_Given data_.
◆ ◆ ◆ ◆ ◆

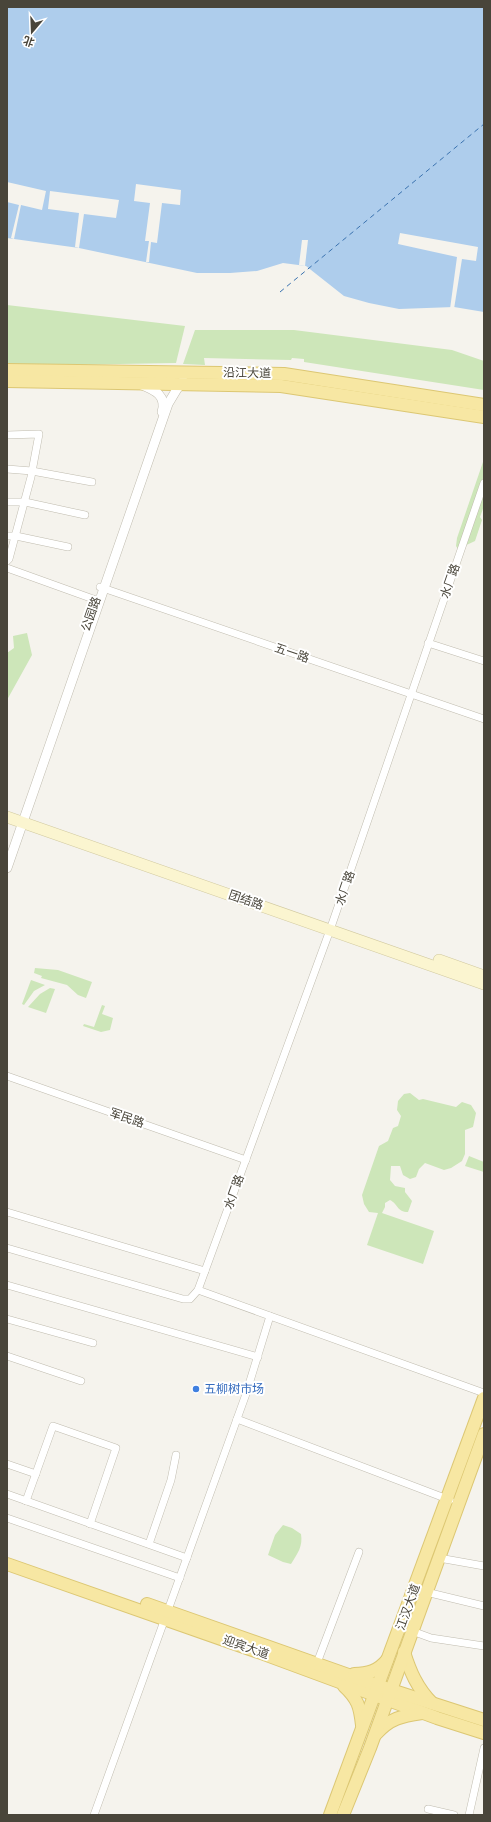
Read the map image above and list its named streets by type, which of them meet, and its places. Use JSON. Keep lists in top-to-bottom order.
{
  "streets": {
    "main road": [
      "沿江大道",
      "团结路",
      "江汉大道",
      "迎宾大道"
    ],
    "street": [
      "水厂路",
      "公园路",
      "五一路",
      "军民路"
    ]
  },
  "crossings": [
    ["沿江大道", "公园路"],
    ["水厂路", "五一路"],
    ["水厂路", "团结路"],
    ["水厂路", "军民路"],
    ["公园路", "五一路"],
    ["公园路", "团结路"],
    ["江汉大道", "迎宾大道"]
  ],
  "places": ["五柳树市场"],
  "north": "bottom"
}
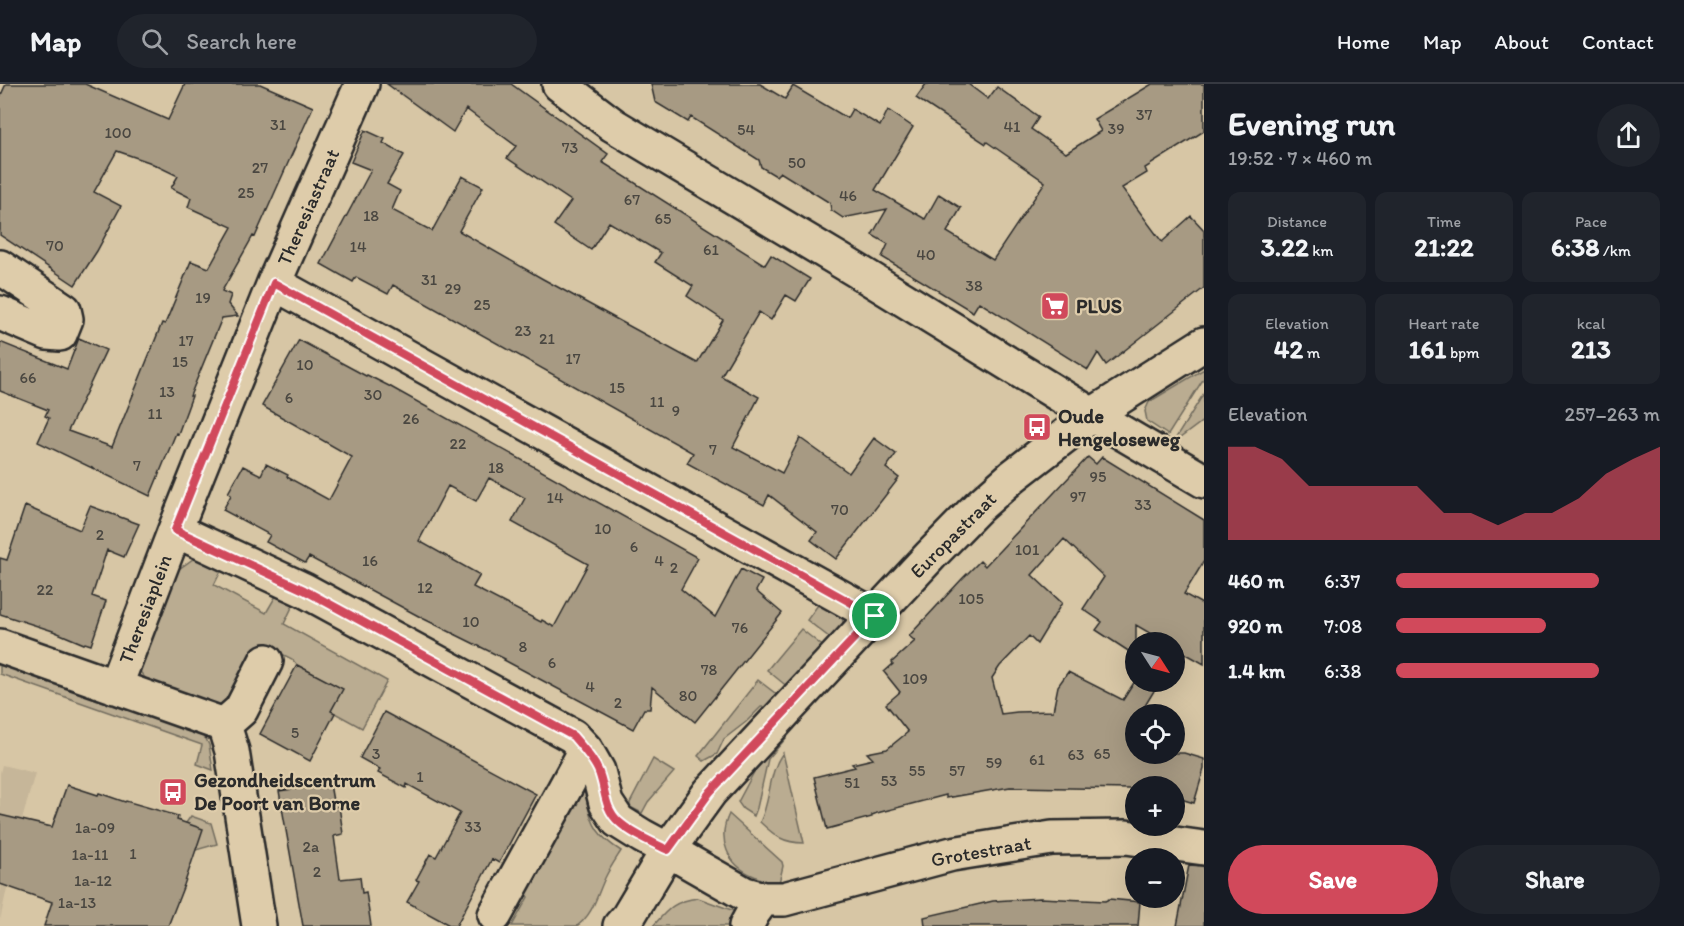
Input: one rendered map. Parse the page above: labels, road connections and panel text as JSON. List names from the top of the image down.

◆ ◆ ◆ ◆ ◆

_Task details_. Please print all the data above word for word. Pictures should not appear in the copy.

_Solution to the exercise_.
Read the map image above and list its named streets by type, which of them meet, and its places. Use JSON. Keep lists in top-to-bottom order.
{
  "streets": {
    "main road": [
      "沿江大道",
      "团结路",
      "江汉大道",
      "迎宾大道"
    ],
    "street": [
      "水厂路",
      "公园路",
      "五一路",
      "军民路"
    ]
  },
  "crossings": [
    ["沿江大道", "公园路"],
    ["水厂路", "五一路"],
    ["水厂路", "团结路"],
    ["水厂路", "军民路"],
    ["公园路", "五一路"],
    ["公园路", "团结路"],
    ["江汉大道", "迎宾大道"]
  ],
  "places": ["五柳树市场"],
  "north": "bottom"
}
Input: one rendered map. Parse the page above: labels, road connections and panel text as JSON. List names from the top of the image down.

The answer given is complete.